Semin Thromb Hemost 2008; 34(7): 593-603
DOI: 10.1055/s-0028-1104538
© Thieme Medical Publishers

Standardization of the INR: How Good Is Your Laboratory's INR and Can It Be Improved?

Emmanuel J. Favaloro1 , Dorothy M. Adcock2
  • 1Department of Haematology, ICPMR, Westmead Hospital, Westmead, Australia
  • 2Medical/Laboratory Director, Esoterix Coagulation, Englewood, Colorado
Further Information

Publication History

Publication Date:
15 December 2008 (online)

ABSTRACT

The prothrombin time (PT) assay is the most clinically ordered coagulation test and is most often used for monitoring of vitamin K antagonist (VKA) therapy (e.g., warfarin), where results are expressed as an international normalized ratio (INR). The INR is in essence the patient's PT “mathematically adjusted” to a standardized value by taking into account the peculiarities of the test system through applying two “correction factors” defined by an international sensitivity index (ISI) and mean normal prothrombin time (MNPT). Although some manufacturers provide assigned ISI values for specific PT reagents and instrumentation, it is still recommended practice that laboratories check or locally validate these ISIs, as well as estimate the MNPT based on the population being tested.
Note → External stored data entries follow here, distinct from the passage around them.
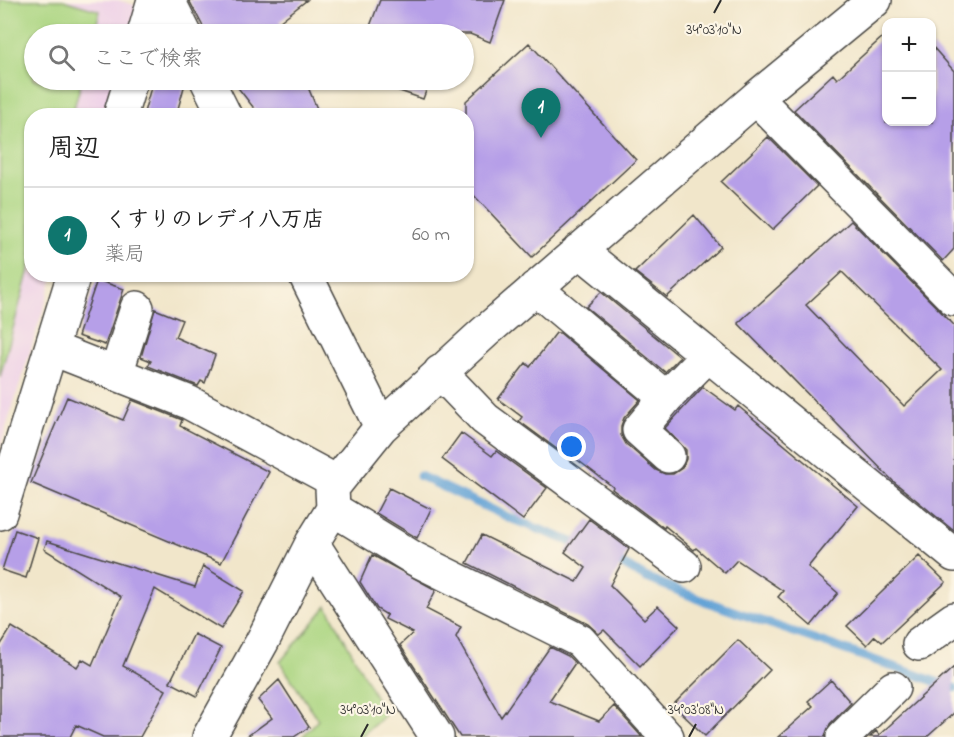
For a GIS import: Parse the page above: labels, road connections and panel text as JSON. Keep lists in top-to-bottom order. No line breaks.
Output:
{"page":{"map_buttons":["+","−"],"search":"ここで検索","pins":"1","heading":"周辺","list":[{"mark":"1","name":"くすりのレデイ八万店","note":"薬局","value":"60 m"}]},"coordinates":["34°03'10\"N","34°03'08\"N"]}
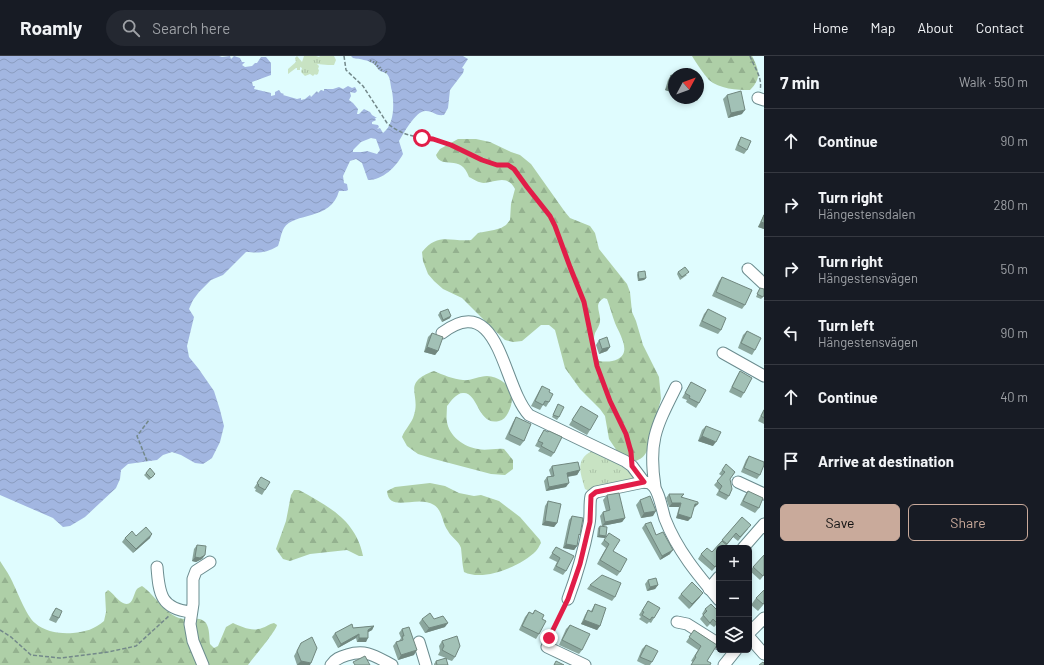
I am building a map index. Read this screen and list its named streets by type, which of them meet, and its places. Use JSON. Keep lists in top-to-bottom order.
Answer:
{
  "north": "top right",
  "page": {
    "header": "Roamly",
    "search": "Search here",
    "nav": [
      "Home",
      "Map",
      "About",
      "Contact"
    ],
    "heading": ["7 min", "Walk · 550 m"],
    "list": [
      ["Continue", "90 m"],
      ["Turn right", "Hängestensdalen", "280 m"],
      ["Turn right", "Hängestensvägen", "50 m"],
      ["Turn left", "Hängestensvägen", "90 m"],
      ["Continue", "40 m"],
      "Arrive at destination"
    ],
    "buttons": ["Save", "Share"],
    "map_buttons": ["+", "−"]
  }
}
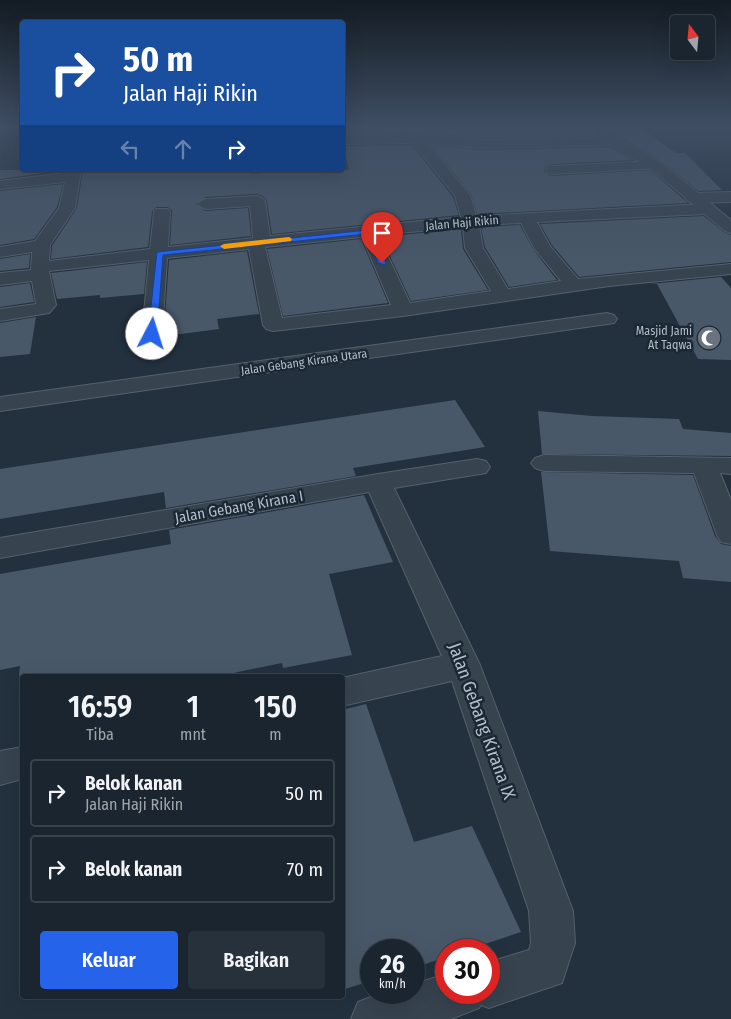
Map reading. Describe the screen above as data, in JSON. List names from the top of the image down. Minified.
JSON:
{"streets":{"street":["Jalan Haji Rikin","Jalan Gebang Kirana Utara","Jalan Gebang Kirana I","Jalan Gebang Kirana IX"]},"crossings":[["Jalan Gebang Kirana I","Jalan Gebang Kirana IX"]],"places":{"mosque":["Masjid Jami At Taqwa"]},"north":"top","page":{"turn":["50 m","Jalan Haji Rikin"],"eta":["16:59","Tiba","1","mnt","150","m"],"list":[{"name":"Belok kanan","note":"Jalan Haji Rikin","value":"50 m"},{"name":"Belok kanan","value":"70 m"}],"buttons":["Keluar","Bagikan"],"speed":"26 km/h","limit":"30"}}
Where a manufacturer does not provide an ISI, the laboratory needs to define its own (local ISI) value. Current recommendations suggest the use of commercial reference-plasma calibration sets, but there is limited information to validate their performance in laboratory practice. We report our personal experience with use of some of these materials, as well as review alternate or supplementary procedures for calibration and/or validation of ISI and for determination and validation of MNPT. In brief, our data and experience suggests that further verification checks should be performed prior to acceptance of ISI and MNPT estimates generated from commercial reference-plasma calibration sets. We detail various strategies to ensure that laboratory practices are optimized to provide INRs that accurately reflect a patient's true anticoagulant status and to thus assist their clinical therapeutic management.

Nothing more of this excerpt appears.